Перед Пасхой над городом поплыли белые облака – кучевые. Клубистые, что генеральские папахи.
— Али кого щукають? – вслух спросила старая Якшиха.
Домишко стоял в понизовье, почти у самого Тузлова, а она топталась у калитки, и ее никто уже не слушал. Те, кто был рядом – такие же столетние сухожилки – разошлись по своим куреням да флигелькам.

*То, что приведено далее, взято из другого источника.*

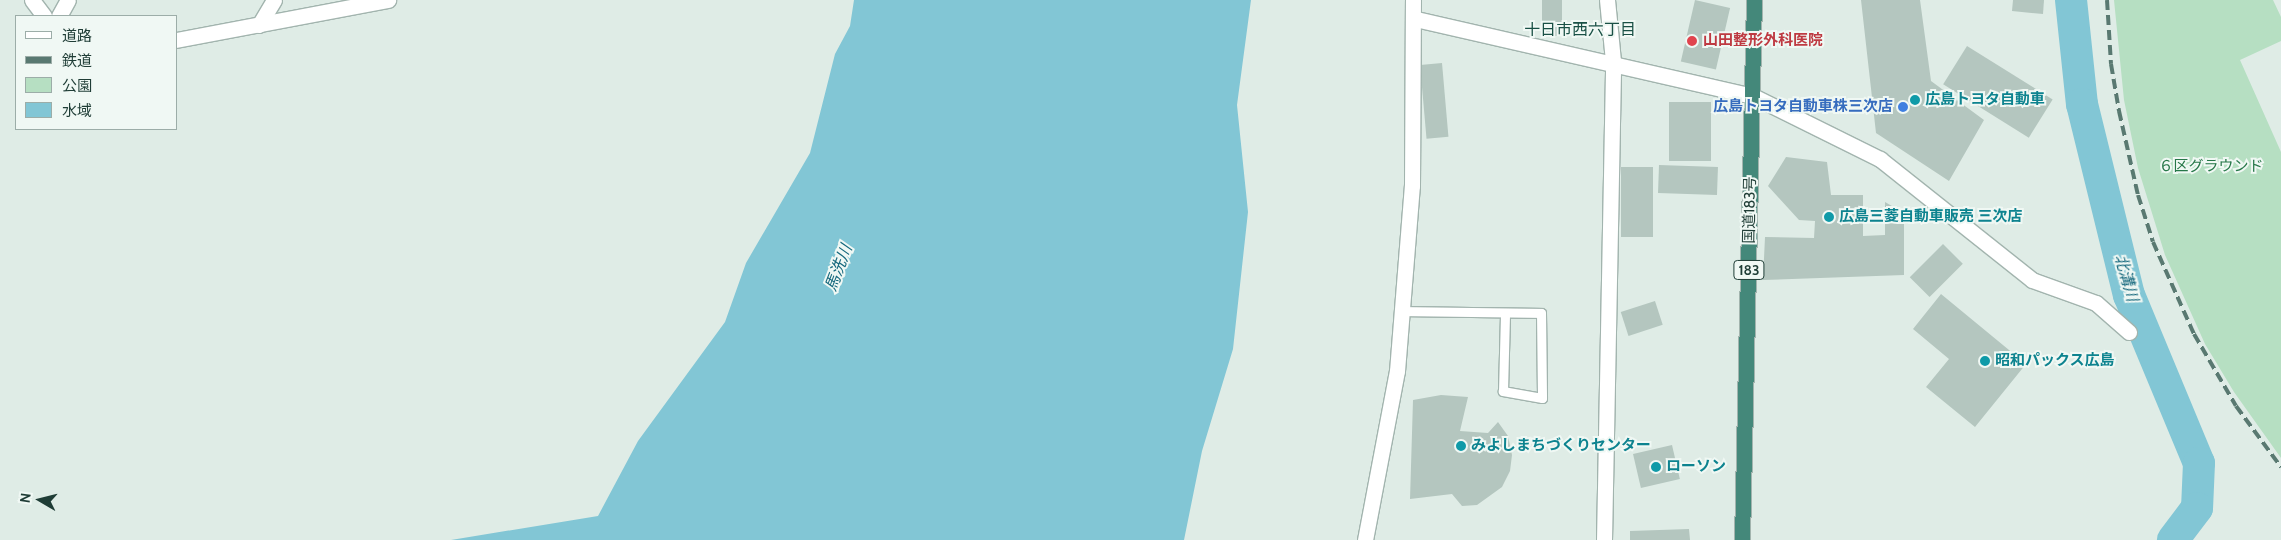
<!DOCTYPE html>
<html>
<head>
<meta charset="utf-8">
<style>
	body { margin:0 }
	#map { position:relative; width:2281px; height:540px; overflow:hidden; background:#dfece6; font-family:Cabin,"Noto Sans JP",sans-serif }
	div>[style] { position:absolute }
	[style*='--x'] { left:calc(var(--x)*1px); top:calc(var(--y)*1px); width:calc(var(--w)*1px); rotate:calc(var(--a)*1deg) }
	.green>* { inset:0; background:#b6dfc2 }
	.water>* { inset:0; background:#82c6d5 }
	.river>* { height:32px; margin:-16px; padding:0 16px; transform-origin:16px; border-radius:16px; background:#82c6d5 }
	.building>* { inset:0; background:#b4c6bf; transform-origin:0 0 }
	.roads { filter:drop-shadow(1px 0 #a2b4ae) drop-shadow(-1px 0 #a2b4ae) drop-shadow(0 1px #a2b4ae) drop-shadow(0 -1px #a2b4ae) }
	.service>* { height:9px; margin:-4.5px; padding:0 4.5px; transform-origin:4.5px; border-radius:4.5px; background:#fff }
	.minor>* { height:15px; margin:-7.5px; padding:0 7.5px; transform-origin:7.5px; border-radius:7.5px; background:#fff }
	.trunk>* { height:15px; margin:-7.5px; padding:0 7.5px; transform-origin:7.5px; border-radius:7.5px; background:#44887a }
	.rail>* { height:4px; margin-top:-2px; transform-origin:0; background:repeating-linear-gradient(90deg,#597971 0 10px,transparent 0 15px) }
	.dots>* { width:14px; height:14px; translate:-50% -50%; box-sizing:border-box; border:2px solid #f0f8f4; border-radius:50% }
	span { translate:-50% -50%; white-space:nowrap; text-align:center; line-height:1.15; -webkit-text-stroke:4px #f0f8f4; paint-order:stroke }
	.shield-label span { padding:1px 4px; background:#f0f8f4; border:1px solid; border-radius:4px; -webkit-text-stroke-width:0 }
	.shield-label { font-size:14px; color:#1f3d36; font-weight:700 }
	.health-label { font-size:15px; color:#be3a42; font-weight:700 }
	.left { translate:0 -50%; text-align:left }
	.culture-label { font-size:15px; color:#0d838f; font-weight:700 }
	.shop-label { font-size:15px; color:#366cbe; font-weight:700 }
	.right { translate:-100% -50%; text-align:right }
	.park-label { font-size:15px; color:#267748 }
	.street-label { font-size:15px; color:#1f3d36 }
	.neighbourhood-label { font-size:16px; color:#195045 }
	.water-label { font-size:16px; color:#15687d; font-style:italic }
	.legend { position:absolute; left:15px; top:15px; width:162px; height:115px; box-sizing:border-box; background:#f0f8f4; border:1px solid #9cada8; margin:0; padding:6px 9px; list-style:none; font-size:15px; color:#1f3d36 }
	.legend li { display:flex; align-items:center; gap:10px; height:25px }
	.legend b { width:25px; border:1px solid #9cada8 }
	.north { position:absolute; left:15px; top:475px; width:50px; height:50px; -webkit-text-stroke:4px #f0f8f4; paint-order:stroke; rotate:278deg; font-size:14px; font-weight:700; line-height:20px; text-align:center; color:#1f3d36 }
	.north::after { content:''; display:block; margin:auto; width:18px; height:22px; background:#1f3d36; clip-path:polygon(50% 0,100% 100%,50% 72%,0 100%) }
</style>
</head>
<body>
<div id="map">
	<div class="green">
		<div style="clip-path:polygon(2114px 0,2273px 0,2281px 17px,2281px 41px,2240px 60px,2281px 152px,2281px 458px,2234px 392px,2205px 344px,2165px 255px,2138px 168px,2124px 100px)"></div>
	</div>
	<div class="water">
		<div style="clip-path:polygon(854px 0,1251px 0,1237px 105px,1248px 212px,1233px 349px,1202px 451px,1184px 540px,451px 540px,598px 516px,638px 441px,725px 322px,746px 263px,810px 153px,835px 54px,850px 26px)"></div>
	</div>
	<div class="river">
		<div style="--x:2071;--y:0;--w:105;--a:84"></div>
		<div style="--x:2082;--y:104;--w:197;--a:76.2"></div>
		<div style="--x:2129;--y:295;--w:182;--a:67.4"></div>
		<div style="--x:2199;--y:463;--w:45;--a:92.5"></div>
		<div style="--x:2197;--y:508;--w:40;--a:127"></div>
	</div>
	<div class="building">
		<div style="left:1542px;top:0;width:20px;height:36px"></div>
		<div style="left:1695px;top:0;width:36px;height:63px;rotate:13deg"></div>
		<div style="clip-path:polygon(1861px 0,1920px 0,1931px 81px,1984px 120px,1949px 181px,1876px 133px)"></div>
		<div style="clip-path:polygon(2013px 0,2044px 0,2043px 14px,2012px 11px)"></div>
		<div style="left:1967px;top:46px;width:101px;height:45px;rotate:32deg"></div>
		<div style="left:1442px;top:63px;width:74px;height:22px;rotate:85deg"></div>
		<div style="left:1669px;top:102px;width:42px;height:59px"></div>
		<div style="clip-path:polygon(1786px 157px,1827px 162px,1831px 195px,1863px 195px,1863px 236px,1885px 235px,1885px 202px,1904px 213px,1904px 275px,1763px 280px,1765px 237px,1814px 238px,1815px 221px,1799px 220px,1768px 186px)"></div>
		<div style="left:1659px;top:165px;width:59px;height:28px;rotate:2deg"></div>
		<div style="left:1621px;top:167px;width:32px;height:70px"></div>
		<div style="left:1943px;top:244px;width:28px;height:47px;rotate:45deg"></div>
		<div style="clip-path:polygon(1941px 294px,2026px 364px,1975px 427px,1926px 387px,1949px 359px,1913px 329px)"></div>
		<div style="left:1655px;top:301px;width:25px;height:36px;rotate:72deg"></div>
		<div style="clip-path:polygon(1441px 395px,1468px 397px,1460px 431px,1488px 433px,1498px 422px,1508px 436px,1512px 455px,1510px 471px,1502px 487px,1477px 505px,1462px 506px,1452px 494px,1410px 499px,1413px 400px)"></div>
		<div style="left:1672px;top:445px;width:35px;height:40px;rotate:77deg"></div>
		<div style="clip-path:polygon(1689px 529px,1690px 540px,1630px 540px,1630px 531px)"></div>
	</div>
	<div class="roads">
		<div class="service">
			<div style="--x:1402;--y:311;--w:139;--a:0.8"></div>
			<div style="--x:1541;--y:313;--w:85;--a:89.3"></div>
			<div style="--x:1542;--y:398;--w:40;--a:-170"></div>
			<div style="--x:1503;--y:391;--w:78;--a:-88.5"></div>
		</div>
		<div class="minor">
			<div style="--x:32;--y:0;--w:20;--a:53"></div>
			<div style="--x:59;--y:16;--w:18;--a:-61"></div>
			<div style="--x:1416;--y:19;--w:346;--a:12.9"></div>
			<div style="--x:1753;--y:96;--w:142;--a:26.4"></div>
			<div style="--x:1880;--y:159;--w:194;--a:38.5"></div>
			<div style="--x:2032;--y:280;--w:68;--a:19.8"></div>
			<div style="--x:2096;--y:303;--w:44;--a:41.3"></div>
			<div style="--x:259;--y:25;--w:29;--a:-59"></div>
			<div style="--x:176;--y:40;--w:216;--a:-10.7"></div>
			<div style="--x:1365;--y:540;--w:172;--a:-79.3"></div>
			<div style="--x:1397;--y:371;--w:186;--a:-85.4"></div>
			<div style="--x:1412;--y:186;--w:186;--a:-89.7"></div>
			<div style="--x:1604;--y:540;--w:479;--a:-88.9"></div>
			<div style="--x:1613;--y:61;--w:61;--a:-95.6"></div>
		</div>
		<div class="trunk">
			<div style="--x:1742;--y:540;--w:540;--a:-88.73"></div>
		</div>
	</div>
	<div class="rail">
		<div style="--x:2107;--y:0;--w:64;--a:86.4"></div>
		<div style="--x:2111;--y:64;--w:48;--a:80.3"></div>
		<div style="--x:2119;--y:111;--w:86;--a:77.3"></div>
		<div style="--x:2138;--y:195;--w:49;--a:72.3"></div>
		<div style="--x:2153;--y:242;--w:101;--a:66"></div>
		<div style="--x:2194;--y:334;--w:83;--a:59.7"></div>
		<div style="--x:2236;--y:406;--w:76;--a:53.6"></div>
	</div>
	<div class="dots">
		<div style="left:1692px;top:41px;background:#e0444e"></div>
		<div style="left:1915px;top:100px;background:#0f9aa8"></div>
		<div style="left:1903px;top:107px;background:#3f7fe0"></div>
		<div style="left:1829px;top:217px;background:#0f9aa8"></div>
		<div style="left:1985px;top:361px;background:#0f9aa8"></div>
		<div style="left:1461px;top:446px;background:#0f9aa8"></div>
		<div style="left:1656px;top:467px;background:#0f9aa8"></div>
	</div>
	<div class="shield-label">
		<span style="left:1749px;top:270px">183</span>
	</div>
	<div class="health-label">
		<span class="left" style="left:1703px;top:41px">山田整形外科医院</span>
	</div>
	<div class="culture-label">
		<span class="left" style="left:1925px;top:100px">広島トヨタ自動車</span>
		<span class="left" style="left:1839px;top:217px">広島三菱自動車販売 三次店</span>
		<span class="left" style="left:1995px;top:361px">昭和パックス広島</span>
		<span class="left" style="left:1471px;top:446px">みよしまちづくりセンター</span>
		<span class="left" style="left:1666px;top:467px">ローソン</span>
	</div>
	<div class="shop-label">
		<span class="right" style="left:1893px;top:107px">広島トヨタ自動車株三次店</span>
	</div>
	<div class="park-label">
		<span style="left:2211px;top:167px">６区グラウンド</span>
	</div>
	<div class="street-label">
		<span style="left:1750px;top:210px;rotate:-89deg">国道183号</span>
	</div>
	<div class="neighbourhood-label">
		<span style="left:1580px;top:30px">十日市西六丁目</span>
	</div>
	<div class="water-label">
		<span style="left:839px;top:268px;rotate:-69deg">馬洗川</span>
		<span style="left:2126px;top:278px;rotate:74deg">北溝川</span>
	</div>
	<ul class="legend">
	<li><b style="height:6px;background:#fff"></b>道路</li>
	<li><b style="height:6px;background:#597971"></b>鉄道</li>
	<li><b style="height:14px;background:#b6dfc2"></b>公園</li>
	<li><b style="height:14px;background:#82c6d5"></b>水域</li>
	</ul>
	<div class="north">N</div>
</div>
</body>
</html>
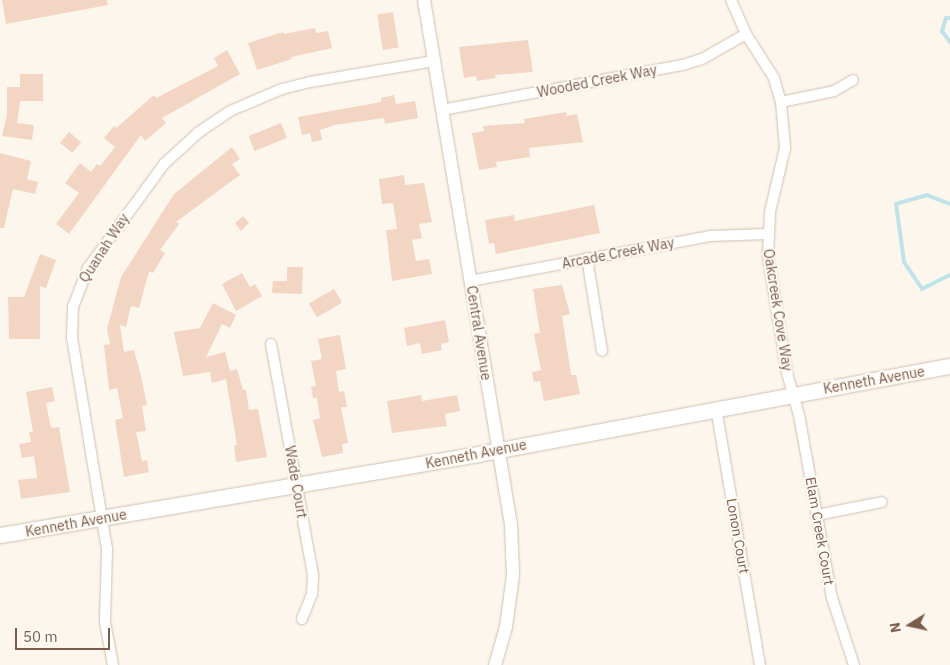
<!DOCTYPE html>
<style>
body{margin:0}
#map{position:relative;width:950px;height:665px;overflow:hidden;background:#fdf6ec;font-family:"IBM Plex Sans",sans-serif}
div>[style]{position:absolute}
.stream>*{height:4px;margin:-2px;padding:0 2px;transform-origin:2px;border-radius:2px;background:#bfe3e8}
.building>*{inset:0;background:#f3d5c3;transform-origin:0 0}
.roads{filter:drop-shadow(0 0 1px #d1beb0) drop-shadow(0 0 1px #d1beb0)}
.minor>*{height:10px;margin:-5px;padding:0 5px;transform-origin:5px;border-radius:5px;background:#fff}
.tertiary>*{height:12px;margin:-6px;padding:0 6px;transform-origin:6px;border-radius:6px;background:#fff}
.secondary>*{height:15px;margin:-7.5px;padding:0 7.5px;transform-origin:7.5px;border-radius:7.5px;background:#fff}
span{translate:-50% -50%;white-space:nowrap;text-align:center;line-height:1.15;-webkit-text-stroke:4px #fffaf3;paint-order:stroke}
.street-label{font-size:14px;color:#7a5c4d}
.north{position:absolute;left:885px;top:600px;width:50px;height:50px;-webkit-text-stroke:4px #fffaf3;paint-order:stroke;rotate:260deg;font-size:14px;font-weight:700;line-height:20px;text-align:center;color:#7a5c4d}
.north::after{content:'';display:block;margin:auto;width:18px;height:22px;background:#7a5c4d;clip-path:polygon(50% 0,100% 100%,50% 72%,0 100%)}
.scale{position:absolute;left:15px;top:628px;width:95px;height:22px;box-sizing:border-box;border:2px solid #7a5c4d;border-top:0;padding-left:6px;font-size:15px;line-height:18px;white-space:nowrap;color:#7a5c4d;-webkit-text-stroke:4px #fffaf3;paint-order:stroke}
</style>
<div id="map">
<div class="stream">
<i style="left:950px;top:18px;width:4px;rotate:180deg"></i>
<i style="left:946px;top:18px;width:14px;rotate:107deg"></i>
<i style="left:942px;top:31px;width:14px;rotate:54deg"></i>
<i style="left:950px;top:204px;width:25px;rotate:-159deg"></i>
<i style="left:927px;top:195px;width:32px;rotate:164deg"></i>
<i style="left:896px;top:204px;width:59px;rotate:82.1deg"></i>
<i style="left:904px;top:262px;width:32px;rotate:56deg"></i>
<i style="left:922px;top:289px;width:31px;rotate:-27deg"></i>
</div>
<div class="building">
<i style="clip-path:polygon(2px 0,107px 0,108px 5px,6px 24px)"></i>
<i style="left:393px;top:12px;width:36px;height:16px;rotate:81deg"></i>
<i style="clip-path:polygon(315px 28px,316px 33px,328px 31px,332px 48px,291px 57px,292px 59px,257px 70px,248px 43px,283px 32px,284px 34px)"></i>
<i style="clip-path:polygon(528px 40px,533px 72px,495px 75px,496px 78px,477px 81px,476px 76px,464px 78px,459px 47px)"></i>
<i style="clip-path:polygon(227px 50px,240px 74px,162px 118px,166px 123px,145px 141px,141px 135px,69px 234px,56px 224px,79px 193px,65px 183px,80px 163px,91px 172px,97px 164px,100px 166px,115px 147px,104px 138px,114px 126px,116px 128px,154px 95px,156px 98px,218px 66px,214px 58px)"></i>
<i style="clip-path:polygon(20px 74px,43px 74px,43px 101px,20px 101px,17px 123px,34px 125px,32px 140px,2px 136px,7px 115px,7px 87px,20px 87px)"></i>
<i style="clip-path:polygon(394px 95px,396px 104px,415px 101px,418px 118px,385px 124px,384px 118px,335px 125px,320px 130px,322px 140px,312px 142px,310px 133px,302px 135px,298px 117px,381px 102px,381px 98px)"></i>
<i style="clip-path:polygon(566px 112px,567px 116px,577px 114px,583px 142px,529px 148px,530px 157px,496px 162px,497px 167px,479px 170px,472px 133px,484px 131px,483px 126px,525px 123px,524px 119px)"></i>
<i style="left:281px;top:123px;width:16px;height:35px;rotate:68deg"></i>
<i style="left:69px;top:132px;width:16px;height:14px;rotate:40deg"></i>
<i style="clip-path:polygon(232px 147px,240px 159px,232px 164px,240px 175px,176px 222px,179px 224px,160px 250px,165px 253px,153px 273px,149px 271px,139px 308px,131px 306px,126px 327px,120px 325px,124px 352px,134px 350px,141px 376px,147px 405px,142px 406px,146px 431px,136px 432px,142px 461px,147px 460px,149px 472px,124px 477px,115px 420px,123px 418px,117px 388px,109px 390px,104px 345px,110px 344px,107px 329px,121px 277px,174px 194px)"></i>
<i style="clip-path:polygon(0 153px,31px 161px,27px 179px,38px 182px,35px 194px,13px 189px,4px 228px,0 228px)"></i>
<i style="clip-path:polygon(404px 175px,405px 185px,424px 183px,432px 222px,419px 224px,422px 238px,412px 240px,416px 261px,429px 259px,432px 274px,392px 281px,386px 230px,397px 229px,393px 203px,382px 204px,379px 179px)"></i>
<i style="clip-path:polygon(594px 205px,600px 233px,496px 254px,494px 243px,489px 244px,485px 220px,514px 215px,515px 221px)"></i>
<i style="clip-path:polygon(243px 216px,249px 223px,241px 231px,235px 223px)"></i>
<i style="clip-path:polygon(40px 254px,56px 260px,46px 288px,40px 286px,40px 339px,9px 339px,8px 297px,24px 297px)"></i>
<i style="clip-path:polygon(287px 267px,303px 267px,302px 294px,272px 293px,273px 281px,287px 281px)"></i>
<i style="clip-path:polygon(242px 273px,250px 287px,255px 284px,262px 296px,236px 311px,222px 284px)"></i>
<i style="clip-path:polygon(562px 285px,570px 314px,562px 316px,568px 355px,571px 375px,576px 375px,580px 394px,544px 401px,540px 381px,534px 382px,532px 372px,541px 370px,534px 334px,540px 333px,533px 289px)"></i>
<i style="left:334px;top:289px;width:16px;height:29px;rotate:60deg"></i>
<i style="clip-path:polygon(213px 303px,236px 315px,230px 328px,222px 324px,206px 357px,225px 352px,230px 371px,237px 369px,243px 390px,246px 390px,249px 410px,258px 409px,267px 457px,236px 462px,234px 445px,237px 445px,226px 379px,212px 383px,210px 372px,183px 376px,174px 332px,200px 328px)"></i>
<i style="clip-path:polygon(445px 320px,449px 342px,441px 344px,442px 350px,422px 354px,420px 343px,407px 346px,404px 328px)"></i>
<i style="clip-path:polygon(340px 335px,346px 369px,336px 371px,339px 392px,344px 391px,347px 407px,341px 407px,348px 443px,342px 444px,343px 453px,322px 457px,313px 420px,320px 418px,317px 398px,313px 398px,311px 387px,316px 386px,311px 361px,322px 359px,318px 339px)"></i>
<i style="clip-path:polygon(52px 387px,55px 401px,46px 403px,51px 428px,59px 427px,70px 492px,21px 499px,18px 480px,37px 478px,34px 456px,22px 458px,19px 444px,31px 442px,29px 432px,33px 432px,26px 392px)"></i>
<i style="clip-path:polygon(421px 395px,422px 401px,457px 395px,460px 411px,445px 414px,447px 426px,392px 433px,387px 401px)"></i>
</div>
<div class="roads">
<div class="minor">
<i style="left:731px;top:0;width:37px;rotate:66deg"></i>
<i style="left:746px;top:34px;width:52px;rotate:57.5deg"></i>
<i style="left:774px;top:78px;width:25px;rotate:74deg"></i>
<i style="left:781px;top:102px;width:46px;rotate:85deg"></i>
<i style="left:785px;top:148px;width:66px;rotate:103.2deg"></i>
<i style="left:770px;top:212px;width:44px;rotate:92.6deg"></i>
<i style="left:768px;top:256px;width:119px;rotate:80.8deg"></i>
<i style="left:787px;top:373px;width:44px;rotate:74.1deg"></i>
<i style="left:799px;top:415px;width:186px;rotate:79.8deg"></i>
<i style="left:832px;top:598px;width:71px;rotate:71.8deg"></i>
<i style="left:781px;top:102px;width:54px;rotate:-11.7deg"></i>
<i style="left:834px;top:91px;width:22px;rotate:-30deg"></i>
<i style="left:442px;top:110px;width:245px;rotate:-10.6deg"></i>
<i style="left:683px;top:65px;width:22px;rotate:-18deg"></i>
<i style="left:704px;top:58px;width:48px;rotate:-29.7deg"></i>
<i style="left:587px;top:258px;width:94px;rotate:80.8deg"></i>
<i style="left:470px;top:281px;width:244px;rotate:-10.6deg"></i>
<i style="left:710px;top:236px;width:57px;rotate:-2deg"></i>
<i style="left:271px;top:344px;width:236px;rotate:79.7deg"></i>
<i style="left:313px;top:576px;width:18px;rotate:93deg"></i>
<i style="left:312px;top:594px;width:27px;rotate:112deg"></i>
<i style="left:716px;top:408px;width:261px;rotate:80.3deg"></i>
<i style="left:817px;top:515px;width:66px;rotate:-11.3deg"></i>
<i style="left:113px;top:665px;width:44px;rotate:-100.5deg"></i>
<i style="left:105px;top:622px;width:73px;rotate:-88.4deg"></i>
<i style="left:107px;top:549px;width:215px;rotate:-99.4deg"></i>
<i style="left:72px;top:337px;width:30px;rotate:-88deg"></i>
<i style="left:73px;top:307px;width:42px;rotate:-69deg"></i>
<i style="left:88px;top:268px;width:129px;rotate:-53.8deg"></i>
<i style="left:164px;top:164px;width:47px;rotate:-42.4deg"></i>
<i style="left:199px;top:132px;width:37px;rotate:-34deg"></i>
<i style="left:230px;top:111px;width:56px;rotate:-22.9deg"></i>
<i style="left:282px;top:89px;width:29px;rotate:-14deg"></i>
<i style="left:310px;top:82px;width:126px;rotate:-9.6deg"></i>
</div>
<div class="tertiary">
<i style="left:424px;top:0;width:532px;rotate:80.59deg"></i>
<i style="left:511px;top:525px;width:50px;rotate:87.7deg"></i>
<i style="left:513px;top:575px;width:52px;rotate:97.7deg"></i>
<i style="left:506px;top:627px;width:40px;rotate:106deg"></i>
</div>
<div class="secondary">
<i style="left:0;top:535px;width:485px;rotate:-9.6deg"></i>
<i style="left:478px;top:454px;width:480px;rotate:-10.6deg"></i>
</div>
</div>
<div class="street-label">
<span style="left:597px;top:81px;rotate:-11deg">Wooded Creek Way</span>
<span style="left:104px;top:248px;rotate:-57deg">Quanah Way</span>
<span style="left:618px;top:253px;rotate:-11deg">Arcade Creek Way</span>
<span style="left:778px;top:310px;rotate:81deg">Oakcreek Cove Way</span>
<span style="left:479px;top:333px;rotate:81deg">Central Avenue</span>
<span style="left:874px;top:380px;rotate:-10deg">Kenneth Avenue</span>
<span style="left:476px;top:454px;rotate:-11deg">Kenneth Avenue</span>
<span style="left:296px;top:482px;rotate:80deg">Wade Court</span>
<span style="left:76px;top:523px;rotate:-10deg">Kenneth Avenue</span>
<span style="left:820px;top:531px;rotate:80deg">Elam Creek Court</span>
<span style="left:738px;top:536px;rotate:80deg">Lonon Court</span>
</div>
<div class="north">N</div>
<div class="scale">50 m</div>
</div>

Невестка со своей внучкой занялась чем-то во дворе – там динькнуло ведром, а сын во-он уже заторопился к остановке автобуса, поедет на кладбище. «Сбегаю могилки оправлю».
Вьюнок цепко оплел примогильную металлическую ограду, и Якшин не сразу освободил прутья от тугих прошлогодних завитков. «Коротка наша жизнь, — рассуждал промеж собой, — не успеешь оглянуться и конец». Оно и впрямь: выпадает очень мало радостей, то работа, то заботы да заботы. «Где ж, ты мой сад, — донеслось неожиданно из прошлого, — вешняя краса…» В душе вспыхнул огонь. Закипело внутри, забилось.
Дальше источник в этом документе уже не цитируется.